**What the task requires**
The answer must be every line of the records in which the string "weight" appears.

**Material shown**

------------------------------

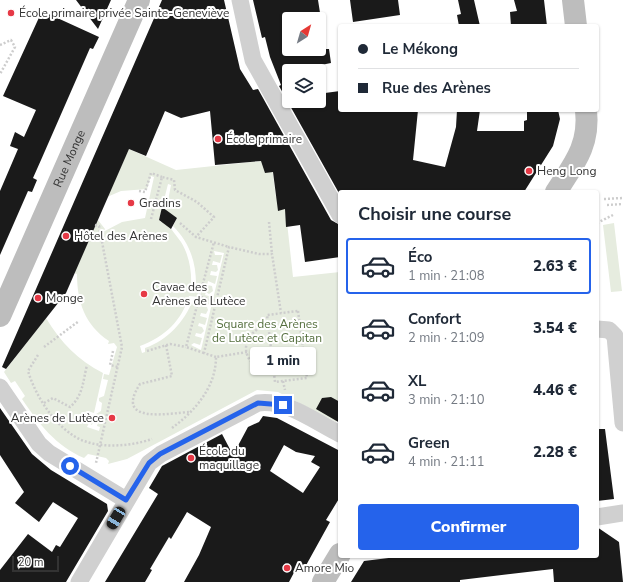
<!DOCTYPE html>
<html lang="fr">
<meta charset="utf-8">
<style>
:root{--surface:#fff;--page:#f2f2f3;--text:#1f2937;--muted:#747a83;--line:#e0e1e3;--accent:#2563eb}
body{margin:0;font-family:"Nunito Sans",sans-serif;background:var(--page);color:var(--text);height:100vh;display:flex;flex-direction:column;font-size:15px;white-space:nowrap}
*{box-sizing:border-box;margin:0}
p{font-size:13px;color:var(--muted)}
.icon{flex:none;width:22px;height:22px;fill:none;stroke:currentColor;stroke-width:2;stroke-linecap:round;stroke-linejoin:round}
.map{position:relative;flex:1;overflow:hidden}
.drawer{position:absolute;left:338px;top:190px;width:261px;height:368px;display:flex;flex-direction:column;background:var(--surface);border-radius:4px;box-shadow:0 1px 3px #0004}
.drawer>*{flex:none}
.hud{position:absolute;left:338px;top:24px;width:261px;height:88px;border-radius:4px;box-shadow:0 1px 3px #0004;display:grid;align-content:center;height:88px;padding:0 20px;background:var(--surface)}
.needle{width:26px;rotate:37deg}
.tools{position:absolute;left:282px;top:12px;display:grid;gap:8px}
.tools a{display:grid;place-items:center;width:44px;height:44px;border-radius:4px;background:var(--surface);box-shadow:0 1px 3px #0004;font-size:20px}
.scale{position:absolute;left:12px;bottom:10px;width:47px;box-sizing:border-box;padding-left:4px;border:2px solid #333;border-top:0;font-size:11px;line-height:14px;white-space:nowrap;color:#333;-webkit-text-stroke:3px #fff;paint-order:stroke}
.end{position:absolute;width:18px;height:18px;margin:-9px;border:5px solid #2563eb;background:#fff;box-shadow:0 0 0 2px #fff}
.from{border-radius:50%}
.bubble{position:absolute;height:28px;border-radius:4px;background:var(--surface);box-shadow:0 1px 3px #0004;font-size:13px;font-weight:800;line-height:28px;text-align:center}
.car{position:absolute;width:12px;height:24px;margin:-12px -6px;border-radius:5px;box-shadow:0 0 3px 1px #0007;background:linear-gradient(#222 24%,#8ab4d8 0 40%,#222 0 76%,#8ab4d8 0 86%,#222 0)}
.hud b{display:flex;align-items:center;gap:14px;height:38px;font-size:15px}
.hud b+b{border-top:1px solid var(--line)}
.hud i{width:10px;height:10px;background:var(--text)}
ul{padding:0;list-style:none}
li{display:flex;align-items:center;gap:12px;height:56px;margin:0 8px 6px;padding:0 12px;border:2px solid transparent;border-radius:4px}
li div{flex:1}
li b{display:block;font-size:15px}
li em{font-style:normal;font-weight:800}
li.on{border-color:var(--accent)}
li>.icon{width:36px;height:36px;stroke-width:1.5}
h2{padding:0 20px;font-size:18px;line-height:48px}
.action{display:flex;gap:8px;margin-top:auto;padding:8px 20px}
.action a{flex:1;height:46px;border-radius:4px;background:var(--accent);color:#fff;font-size:16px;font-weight:800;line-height:46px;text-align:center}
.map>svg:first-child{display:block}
</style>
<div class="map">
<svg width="623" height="582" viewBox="0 0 623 582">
<rect width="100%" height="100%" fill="#fff"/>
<path fill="#e6ecdf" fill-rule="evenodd" d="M129 149 176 170 271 160 276 197 284 195 293 277 340 272V415L336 422 278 392 257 390 127 459 108 464 109 461 106 458 88 454 84 458C56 446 39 424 22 399L25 396 15 381 11 383 4 372 46 318C61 343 78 360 103 373L94 413 88 411 87 413 91 415 93 421 92 425 89 423 87 427 99 431 100 427 97 426 99 419 96 414 101 411 102 403 99 401V398L104 396 108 380 103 379 104 374 109 375 117 347 114 343 108 344 109 341C85 325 77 302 77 274L74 273 98 220 105 229 103 232 122 222 145 218 154 177 151 176 147 189 121 191 107 197ZM168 184 171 185 166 211 177 218 173 226C189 242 196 261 196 284L202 286 199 301 193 300C184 322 168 340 145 348V352L142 353 140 346C165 337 182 320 189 296L198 297 199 289 191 287C192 271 189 255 181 242 174 232 168 227 165 215L161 222 159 220ZM214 251 224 253 213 299 212 297 205 295 206 292 209 294 213 291 212 286 207 285 208 281 215 284 217 276 210 275 211 271 216 272 218 270 217 265H212L213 261 220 263 222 255H215ZM203 302 210 305V302L212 303 201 350 191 345 194 343 200 345 202 338 195 336 196 333 201 334 204 331 202 327 198 326 199 323 205 325 207 318 200 316 201 313 206 314 208 310 207 307 202 306Z
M614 223 622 291 611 292 603 225Z"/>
<path fill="#1a1a1a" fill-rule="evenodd" d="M76 0H111L98 29Z
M162 0H224L240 69 253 90 258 89 331 220 340 225V257L305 262 300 225 286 227 285 209 278 211 273 172 265 173 261 161 215 165 210 111 181 118 165 111 146 156 129 149 66 293 6 369 2 367Z
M253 0H318L321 19H289V49H329L331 63 316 66 317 71H289V101H321L325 93 340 91V110H418L413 160 445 167 456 127 457 110H480L477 131H524V121L527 120V110H558L560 119 553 146 524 192H340V195L279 86 281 85 270 57 265 37 262 38Z
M350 0H398L400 15 353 22Z
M458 0H474L480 26H459L457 15 461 14Z
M514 0H544L547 26H511L510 12 517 11Z
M42 11 99 37 93 49 90 48 41 160 33 178 37 180 32 192 28 191 0 255V191L18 149 10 146 15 132 24 137 36 110 3 96Z
M162 207 177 218 171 229 159 220Z
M331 397 340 402V423L316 409 322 398Z
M0 408 32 454 51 470 107 504 108 511 66 582H0V570L28 534 52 552 56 545 60 547 78 518 53 502 39 522 15 503 24 492 0 455Z
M263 416 277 418 340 451V497L326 520 330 522 304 569 298 565 289 582H184L199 555 211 527 187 512 171 539 169 537 150 569 152 570 145 582H105L158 494 149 488 162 466 222 434 233 455 248 427 259 422ZM284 445 296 452 315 456 311 462 320 467 303 493 270 471Z
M597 429H605L614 499 597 501Z
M597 527 619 542 623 582H554L553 569 460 580V582H351L364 561 405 556H597Z"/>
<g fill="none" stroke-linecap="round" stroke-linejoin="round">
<path stroke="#cdcdcd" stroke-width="2.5" stroke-dasharray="2 2" stroke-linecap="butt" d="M0 45 11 40 15 47 0 74
M139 191 145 192 151 173 162 177
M604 199 623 198
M607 205 623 204
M151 219 162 177 174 180 175 190 197 202 214 217 196 237
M269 222 272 254
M180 223 196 237 229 247
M597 223 613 215
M95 225 99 226 122 347 96 463
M201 297 216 301
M298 311 307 378 275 382 267 315Z
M268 325C236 333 240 370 273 370
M166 345 172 376 140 384C113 425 170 413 190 412
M44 347 79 321
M113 351 110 365 118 367
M147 351 170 344 186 347
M204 353 186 347 214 242
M38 355 28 371C35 394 51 420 71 434 92 450 129 447 152 439
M216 357 204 353 229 247 259 254H272L281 313
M283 381 285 390
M44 403 53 398 70 407C83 396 83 381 87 365
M172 428C195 411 216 387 216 357L247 352"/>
<path stroke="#d0d0d0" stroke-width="17" d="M240 0 253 60 340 215
M597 329 609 330 615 336 623 423
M0 387 39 444 49 453 126 500
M597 517 623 513
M79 582 149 463 161 454 258 403C287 399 315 422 340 434"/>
<g stroke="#bdbdbd" stroke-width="22">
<path d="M573 0 576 26"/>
<path d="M556 192C574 164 590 145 586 110"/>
<path id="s1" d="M0 316 139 0"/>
<path d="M323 582 340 554"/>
</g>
</g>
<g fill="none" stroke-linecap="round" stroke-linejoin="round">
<path stroke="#2563eb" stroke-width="5" d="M70 466 126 500 149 463 160 454 258 403 283 405"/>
</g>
<g fill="#e63946" stroke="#fff" stroke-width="1.5">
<circle cx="11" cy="13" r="4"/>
<circle cx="218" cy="139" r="4"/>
<circle cx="529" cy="171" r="4"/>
<circle cx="131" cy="203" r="4"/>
<circle cx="66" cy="236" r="4"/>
<circle cx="144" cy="294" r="4"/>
<circle cx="38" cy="298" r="4"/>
<circle cx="112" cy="418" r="4"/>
<circle cx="191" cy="458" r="4"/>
<circle cx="287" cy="568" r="4"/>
</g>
<g text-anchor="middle" stroke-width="4" stroke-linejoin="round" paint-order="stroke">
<g font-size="12" fill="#333" stroke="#fff" text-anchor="start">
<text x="19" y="17">École primaire privée Sainte-Geneviève</text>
<text x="226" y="143">École primaire</text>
<text x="537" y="175">Heng Long</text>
<text x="139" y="207">Gradins</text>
<text x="74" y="240">Hôtel des Arènes</text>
<text x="152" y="291">Cavae des<tspan x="152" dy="14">Arènes de Lutèce</tspan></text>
<text x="46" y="302">Monge</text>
<text x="104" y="422" text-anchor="end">Arènes de Lutèce</text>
<text x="199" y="455">École du<tspan x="199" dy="14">maquillage</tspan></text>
<text x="295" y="572">Amore Mio</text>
</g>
<g font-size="12" fill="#333" stroke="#fff">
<text dy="4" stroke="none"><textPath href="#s1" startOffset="172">Rue Monge</textPath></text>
</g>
<g font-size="12" fill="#56703f" stroke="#fff">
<text x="267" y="328">Square des Arènes<tspan x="267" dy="14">de Lutèce et Capitan</tspan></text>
</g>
</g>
</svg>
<div class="tools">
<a><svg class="needle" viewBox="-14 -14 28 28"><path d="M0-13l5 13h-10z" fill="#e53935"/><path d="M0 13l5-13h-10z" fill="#747a83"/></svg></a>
<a><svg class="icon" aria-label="layers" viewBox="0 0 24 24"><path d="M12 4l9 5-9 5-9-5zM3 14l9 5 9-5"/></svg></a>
</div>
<div class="scale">20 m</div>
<i class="end from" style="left:70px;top:466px"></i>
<i class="end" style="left:283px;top:405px"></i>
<div class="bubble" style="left:250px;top:347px;width:66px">1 min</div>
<i class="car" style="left:116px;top:518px;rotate:211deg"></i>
<div class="hud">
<b><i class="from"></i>Le Mékong</b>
<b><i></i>Rue des Arènes</b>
</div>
<section class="drawer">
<h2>Choisir une course</h2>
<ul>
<li class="on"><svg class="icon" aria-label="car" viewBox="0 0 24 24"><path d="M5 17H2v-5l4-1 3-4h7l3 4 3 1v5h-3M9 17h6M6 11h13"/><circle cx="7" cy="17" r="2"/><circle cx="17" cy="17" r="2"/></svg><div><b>Éco</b><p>1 min · 21:08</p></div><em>2.63 €</em></li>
<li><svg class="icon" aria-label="car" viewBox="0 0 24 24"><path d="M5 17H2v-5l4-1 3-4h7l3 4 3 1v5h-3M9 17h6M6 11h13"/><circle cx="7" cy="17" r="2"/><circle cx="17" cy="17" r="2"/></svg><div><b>Confort</b><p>2 min · 21:09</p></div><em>3.54 €</em></li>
<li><svg class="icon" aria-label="car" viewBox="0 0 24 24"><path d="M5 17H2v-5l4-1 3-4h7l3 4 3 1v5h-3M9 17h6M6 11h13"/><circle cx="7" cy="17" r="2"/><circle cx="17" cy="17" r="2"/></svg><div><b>XL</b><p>3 min · 21:10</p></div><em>4.46 €</em></li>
<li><svg class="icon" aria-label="car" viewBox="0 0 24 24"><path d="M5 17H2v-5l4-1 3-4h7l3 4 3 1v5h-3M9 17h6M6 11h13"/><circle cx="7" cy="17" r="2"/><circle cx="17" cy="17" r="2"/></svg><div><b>Green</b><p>4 min · 21:11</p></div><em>2.28 €</em></li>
</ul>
<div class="action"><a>Confirmer</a></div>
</section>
</div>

------------------------------

**Solution for this exercise**
.bubble{position:absolute;height:28px;border-radius:4px;background:var(--surface);box-shadow:0 1px 3px #0004;font-size:13px;font-weight:800;line-height:28px;text-align:center}
li em{font-style:normal;font-weight:800}
.action a{flex:1;height:46px;border-radius:4px;background:var(--accent);color:#fff;font-size:16px;font-weight:800;line-height:46px;text-align:center}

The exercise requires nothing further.